Sí, mama, tranquila- Sonrío con pesar y suspiro.- Estás muy pálida- desliza sus manos por mi rostro y se sienta al borde de la cama.
¿Por qué? ¿por qué la bajada de presión?
Deshidratación y… oh, Ella.- Me abraza repentinamente y siento como si el corazón me faltase, porque ya no hay palpitaciones.
El abrazo dura mucho, más de lo necesario, pero no me desprendo, porque siento que si lo hago es como si algo me faltase.
¿Estás bien?
Asiento una y otra vez, con constancia, sus preguntas me devoran con fiereza, siento que alguien nos espía por la rara sensación de incomodidad que empiezo a sentir.
¿Ha ocurrido algo? No se, es la primera vez que te ocurre algo así. Eres una persona muy sana, demasiado, nunca has tenido nada raro.- La miro con pereza y dirijo mi mirada hacia la puerta. Me inquieto internamente, porque Bianche está detrás de ella, puedo intuirlo porque la puerta está medio abierta y su sombra está reflejada ante el suelo. Ese ser está manipulando la puerta lentamente para luego dejar verse su cabeza.
Esos ojos penetrantes me miran y junto a ello niega con la cabeza con lentitud.
Vuelvo a mirar a mi madre, aún confundida, las acciones de Bianche no son muy cuerdas, no son propias de el.
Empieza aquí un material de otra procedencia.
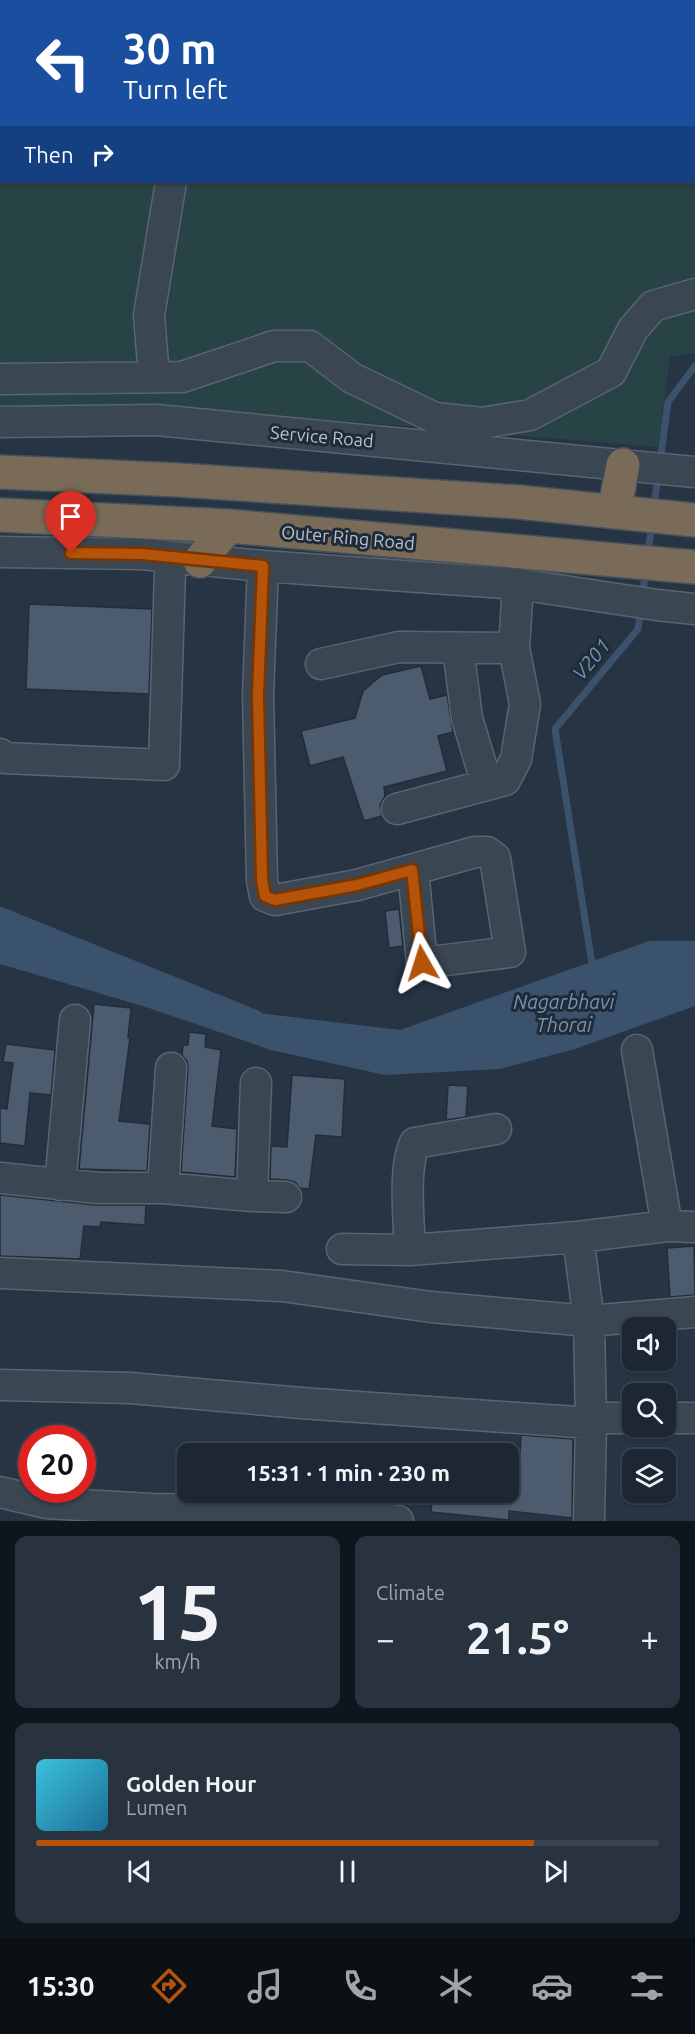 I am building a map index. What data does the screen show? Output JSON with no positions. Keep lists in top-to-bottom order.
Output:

Niego con la cabeza levemente a mi madre, que observa varias veces su móvil, mientras un sonido chirriante sale de el anunciando sus mensajes.
Perdón…- Dice mientras extiende su mano para coger el aparato.
Aún desconcertada asiento y vuelvo a mirar dirección la puerta, pero en esta ocasión no hay rastro de ese que estaba allí. La puerta está de nuevo cerrada, intacta y libre de humanidad.